Beginning with the first line below, retype exactly each line through the one containing "flex:none; width:33px; height:33px;". Leave out all pictures.

[Saved entries]
* * * * *
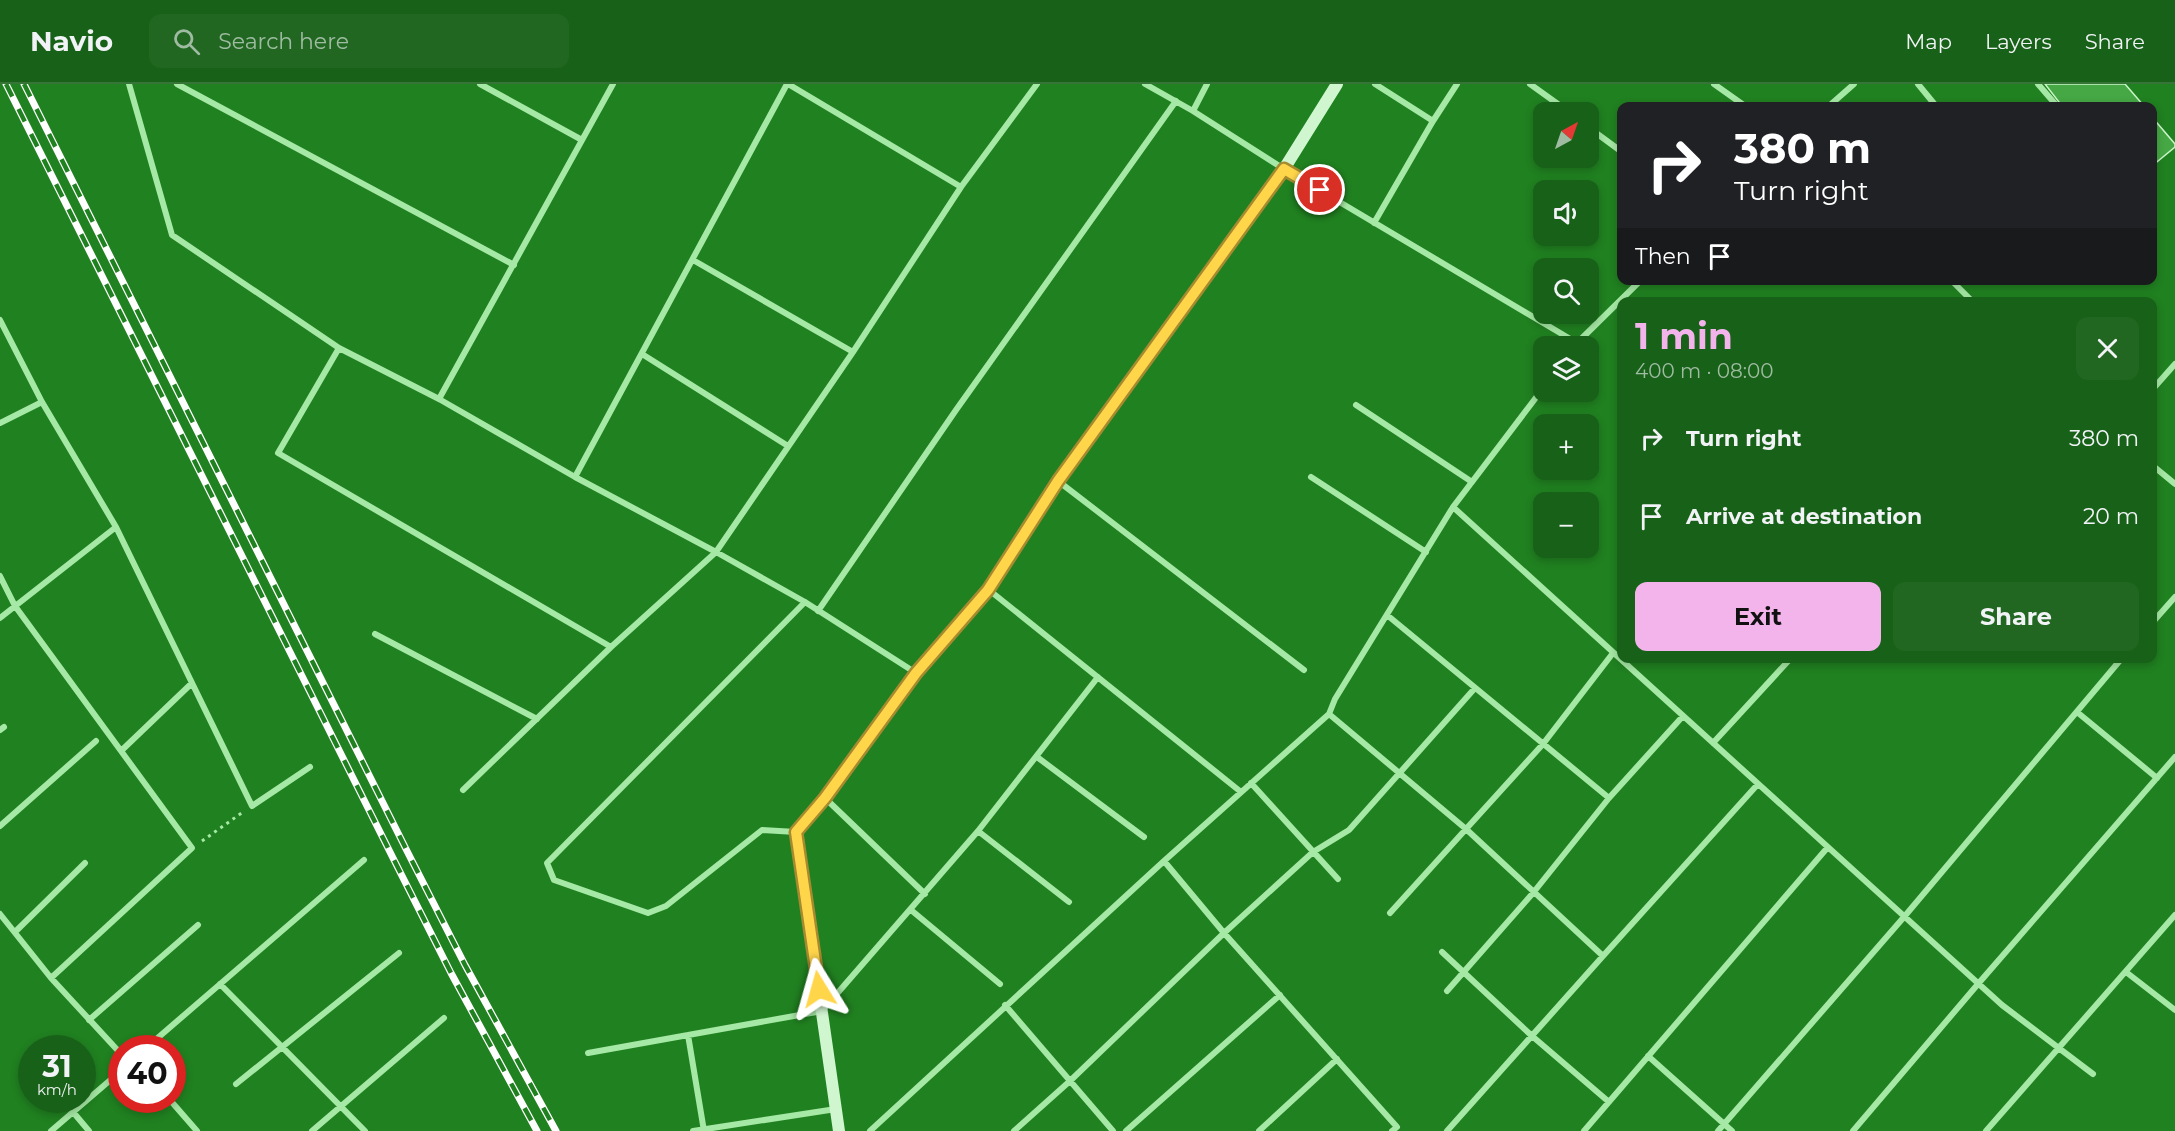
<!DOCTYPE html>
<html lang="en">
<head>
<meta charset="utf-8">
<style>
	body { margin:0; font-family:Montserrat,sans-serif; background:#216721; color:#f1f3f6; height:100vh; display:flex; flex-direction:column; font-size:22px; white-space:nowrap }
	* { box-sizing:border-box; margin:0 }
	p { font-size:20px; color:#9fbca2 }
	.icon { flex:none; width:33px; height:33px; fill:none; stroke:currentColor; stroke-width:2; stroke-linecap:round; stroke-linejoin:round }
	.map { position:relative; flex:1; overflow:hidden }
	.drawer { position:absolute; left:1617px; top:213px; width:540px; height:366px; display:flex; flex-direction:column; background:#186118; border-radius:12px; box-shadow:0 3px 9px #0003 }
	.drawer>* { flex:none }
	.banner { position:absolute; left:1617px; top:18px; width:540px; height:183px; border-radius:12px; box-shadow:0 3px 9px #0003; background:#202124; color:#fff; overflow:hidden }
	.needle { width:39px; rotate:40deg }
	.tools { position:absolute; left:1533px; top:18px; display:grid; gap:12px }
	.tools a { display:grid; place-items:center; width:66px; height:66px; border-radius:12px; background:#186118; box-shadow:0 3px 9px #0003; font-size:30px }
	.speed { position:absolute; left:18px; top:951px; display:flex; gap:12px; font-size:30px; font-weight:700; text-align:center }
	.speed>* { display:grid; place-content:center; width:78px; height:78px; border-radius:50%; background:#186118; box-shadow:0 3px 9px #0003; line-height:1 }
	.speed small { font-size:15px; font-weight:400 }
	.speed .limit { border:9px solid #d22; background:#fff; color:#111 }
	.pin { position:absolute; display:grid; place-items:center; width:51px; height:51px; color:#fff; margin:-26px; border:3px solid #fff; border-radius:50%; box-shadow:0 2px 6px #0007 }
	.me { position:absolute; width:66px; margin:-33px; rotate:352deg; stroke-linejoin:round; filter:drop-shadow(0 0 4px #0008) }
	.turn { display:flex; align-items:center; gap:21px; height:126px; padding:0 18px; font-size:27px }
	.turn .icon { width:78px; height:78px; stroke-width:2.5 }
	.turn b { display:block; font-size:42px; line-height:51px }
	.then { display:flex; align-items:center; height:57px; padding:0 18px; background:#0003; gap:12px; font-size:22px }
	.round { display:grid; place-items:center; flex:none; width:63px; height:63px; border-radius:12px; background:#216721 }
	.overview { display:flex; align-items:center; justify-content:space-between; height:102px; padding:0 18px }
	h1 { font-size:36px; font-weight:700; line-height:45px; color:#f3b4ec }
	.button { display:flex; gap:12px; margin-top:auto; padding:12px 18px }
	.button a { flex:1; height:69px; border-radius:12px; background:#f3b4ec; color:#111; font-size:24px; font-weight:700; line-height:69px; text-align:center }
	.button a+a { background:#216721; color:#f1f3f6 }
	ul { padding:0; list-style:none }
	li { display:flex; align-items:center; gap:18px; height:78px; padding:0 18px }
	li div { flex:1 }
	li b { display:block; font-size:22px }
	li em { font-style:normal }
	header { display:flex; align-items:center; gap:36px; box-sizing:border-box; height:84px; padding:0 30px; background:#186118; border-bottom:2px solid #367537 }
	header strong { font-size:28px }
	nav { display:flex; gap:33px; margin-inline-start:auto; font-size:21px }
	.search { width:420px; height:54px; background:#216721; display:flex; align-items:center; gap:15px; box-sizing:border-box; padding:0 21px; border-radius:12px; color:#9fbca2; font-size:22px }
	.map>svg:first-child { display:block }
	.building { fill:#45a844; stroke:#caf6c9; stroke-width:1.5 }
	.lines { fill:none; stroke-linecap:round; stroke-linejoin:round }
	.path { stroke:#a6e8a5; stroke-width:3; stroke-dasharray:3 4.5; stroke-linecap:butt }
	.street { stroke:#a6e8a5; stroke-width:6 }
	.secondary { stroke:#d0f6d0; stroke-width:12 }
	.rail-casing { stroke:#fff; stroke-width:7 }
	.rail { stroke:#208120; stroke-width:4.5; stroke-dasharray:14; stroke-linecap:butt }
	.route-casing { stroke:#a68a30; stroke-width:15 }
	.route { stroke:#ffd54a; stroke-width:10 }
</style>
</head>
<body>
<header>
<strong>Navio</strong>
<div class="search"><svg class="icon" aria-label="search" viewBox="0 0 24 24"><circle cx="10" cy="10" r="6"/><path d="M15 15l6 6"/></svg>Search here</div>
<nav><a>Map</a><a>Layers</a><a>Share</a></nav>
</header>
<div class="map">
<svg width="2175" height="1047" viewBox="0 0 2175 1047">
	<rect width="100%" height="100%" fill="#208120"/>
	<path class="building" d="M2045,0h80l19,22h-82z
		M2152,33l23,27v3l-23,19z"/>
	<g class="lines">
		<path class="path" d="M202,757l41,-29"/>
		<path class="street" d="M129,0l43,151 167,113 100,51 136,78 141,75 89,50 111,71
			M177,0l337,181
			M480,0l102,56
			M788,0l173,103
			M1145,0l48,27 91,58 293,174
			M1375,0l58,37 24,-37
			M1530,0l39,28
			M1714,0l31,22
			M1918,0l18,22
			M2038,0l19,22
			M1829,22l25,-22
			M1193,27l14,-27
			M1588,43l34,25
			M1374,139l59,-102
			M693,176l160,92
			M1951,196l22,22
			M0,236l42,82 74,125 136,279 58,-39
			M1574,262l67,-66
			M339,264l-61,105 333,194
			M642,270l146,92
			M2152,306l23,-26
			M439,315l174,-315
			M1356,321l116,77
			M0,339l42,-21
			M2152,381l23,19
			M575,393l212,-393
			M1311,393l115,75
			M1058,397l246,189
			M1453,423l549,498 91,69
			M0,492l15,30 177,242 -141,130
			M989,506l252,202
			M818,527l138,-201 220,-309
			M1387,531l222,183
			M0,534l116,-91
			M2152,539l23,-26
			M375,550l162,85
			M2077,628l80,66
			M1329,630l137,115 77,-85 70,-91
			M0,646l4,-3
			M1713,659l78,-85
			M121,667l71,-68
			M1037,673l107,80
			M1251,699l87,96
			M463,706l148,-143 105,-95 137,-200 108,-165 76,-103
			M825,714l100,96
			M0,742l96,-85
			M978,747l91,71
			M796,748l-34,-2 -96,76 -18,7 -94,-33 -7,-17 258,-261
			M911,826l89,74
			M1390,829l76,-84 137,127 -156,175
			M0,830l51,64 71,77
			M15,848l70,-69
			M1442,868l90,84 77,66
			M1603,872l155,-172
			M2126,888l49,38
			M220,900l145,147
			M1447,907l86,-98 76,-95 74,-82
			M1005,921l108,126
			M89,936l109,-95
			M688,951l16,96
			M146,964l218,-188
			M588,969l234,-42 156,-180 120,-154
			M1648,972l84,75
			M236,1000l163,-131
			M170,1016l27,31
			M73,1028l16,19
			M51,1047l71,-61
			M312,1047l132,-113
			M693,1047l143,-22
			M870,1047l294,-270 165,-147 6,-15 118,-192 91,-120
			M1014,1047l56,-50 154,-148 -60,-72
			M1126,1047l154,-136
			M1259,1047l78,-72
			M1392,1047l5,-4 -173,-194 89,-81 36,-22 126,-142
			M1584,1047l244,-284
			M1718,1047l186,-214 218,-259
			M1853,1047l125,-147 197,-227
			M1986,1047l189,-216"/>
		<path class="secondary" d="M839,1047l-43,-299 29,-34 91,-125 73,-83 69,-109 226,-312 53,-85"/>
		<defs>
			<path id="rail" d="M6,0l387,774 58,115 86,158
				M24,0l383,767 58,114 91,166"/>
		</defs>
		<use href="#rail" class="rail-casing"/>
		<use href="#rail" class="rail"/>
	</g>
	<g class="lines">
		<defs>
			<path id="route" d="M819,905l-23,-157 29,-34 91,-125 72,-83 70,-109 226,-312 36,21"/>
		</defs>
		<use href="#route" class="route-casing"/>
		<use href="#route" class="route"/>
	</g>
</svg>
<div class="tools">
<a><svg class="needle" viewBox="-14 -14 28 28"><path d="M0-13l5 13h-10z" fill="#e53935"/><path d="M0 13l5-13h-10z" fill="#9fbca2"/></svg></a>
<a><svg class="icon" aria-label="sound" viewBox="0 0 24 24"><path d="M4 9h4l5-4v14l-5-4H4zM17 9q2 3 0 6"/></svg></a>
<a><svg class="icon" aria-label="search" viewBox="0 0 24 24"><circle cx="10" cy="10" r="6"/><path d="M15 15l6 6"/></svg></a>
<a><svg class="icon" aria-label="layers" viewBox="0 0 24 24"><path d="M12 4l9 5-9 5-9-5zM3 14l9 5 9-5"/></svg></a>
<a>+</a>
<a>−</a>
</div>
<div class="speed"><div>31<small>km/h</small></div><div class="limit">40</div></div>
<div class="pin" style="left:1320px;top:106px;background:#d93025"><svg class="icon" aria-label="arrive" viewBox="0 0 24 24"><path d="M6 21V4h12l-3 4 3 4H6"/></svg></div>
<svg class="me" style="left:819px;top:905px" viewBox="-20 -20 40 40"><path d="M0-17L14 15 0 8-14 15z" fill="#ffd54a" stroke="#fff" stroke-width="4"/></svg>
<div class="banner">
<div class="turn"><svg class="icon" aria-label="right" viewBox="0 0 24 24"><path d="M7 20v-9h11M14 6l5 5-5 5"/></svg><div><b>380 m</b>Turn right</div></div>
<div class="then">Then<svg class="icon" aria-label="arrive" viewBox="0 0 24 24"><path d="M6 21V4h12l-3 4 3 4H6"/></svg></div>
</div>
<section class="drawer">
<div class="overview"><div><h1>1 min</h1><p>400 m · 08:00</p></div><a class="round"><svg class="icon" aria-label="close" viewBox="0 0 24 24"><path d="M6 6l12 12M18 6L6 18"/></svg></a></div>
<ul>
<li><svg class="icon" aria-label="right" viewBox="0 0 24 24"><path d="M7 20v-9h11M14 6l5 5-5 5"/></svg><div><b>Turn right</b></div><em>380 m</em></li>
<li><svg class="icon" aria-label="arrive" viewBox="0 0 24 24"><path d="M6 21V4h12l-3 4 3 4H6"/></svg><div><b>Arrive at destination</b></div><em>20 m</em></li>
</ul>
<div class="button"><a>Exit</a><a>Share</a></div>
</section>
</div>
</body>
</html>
* * * * *
**Solution:**
<!DOCTYPE html>
<html lang="en">
<head>
<meta charset="utf-8">
<style>
	body { margin:0; font-family:Montserrat,sans-serif; background:#216721; color:#f1f3f6; height:100vh; display:flex; flex-direction:column; font-size:22px; white-space:nowrap }
	* { box-sizing:border-box; margin:0 }
	p { font-size:20px; color:#9fbca2 }
	.icon { flex:none; width:33px; height:33px; fill:none; stroke:currentColor; stroke-width:2; stroke-linecap:round; stroke-linejoin:round }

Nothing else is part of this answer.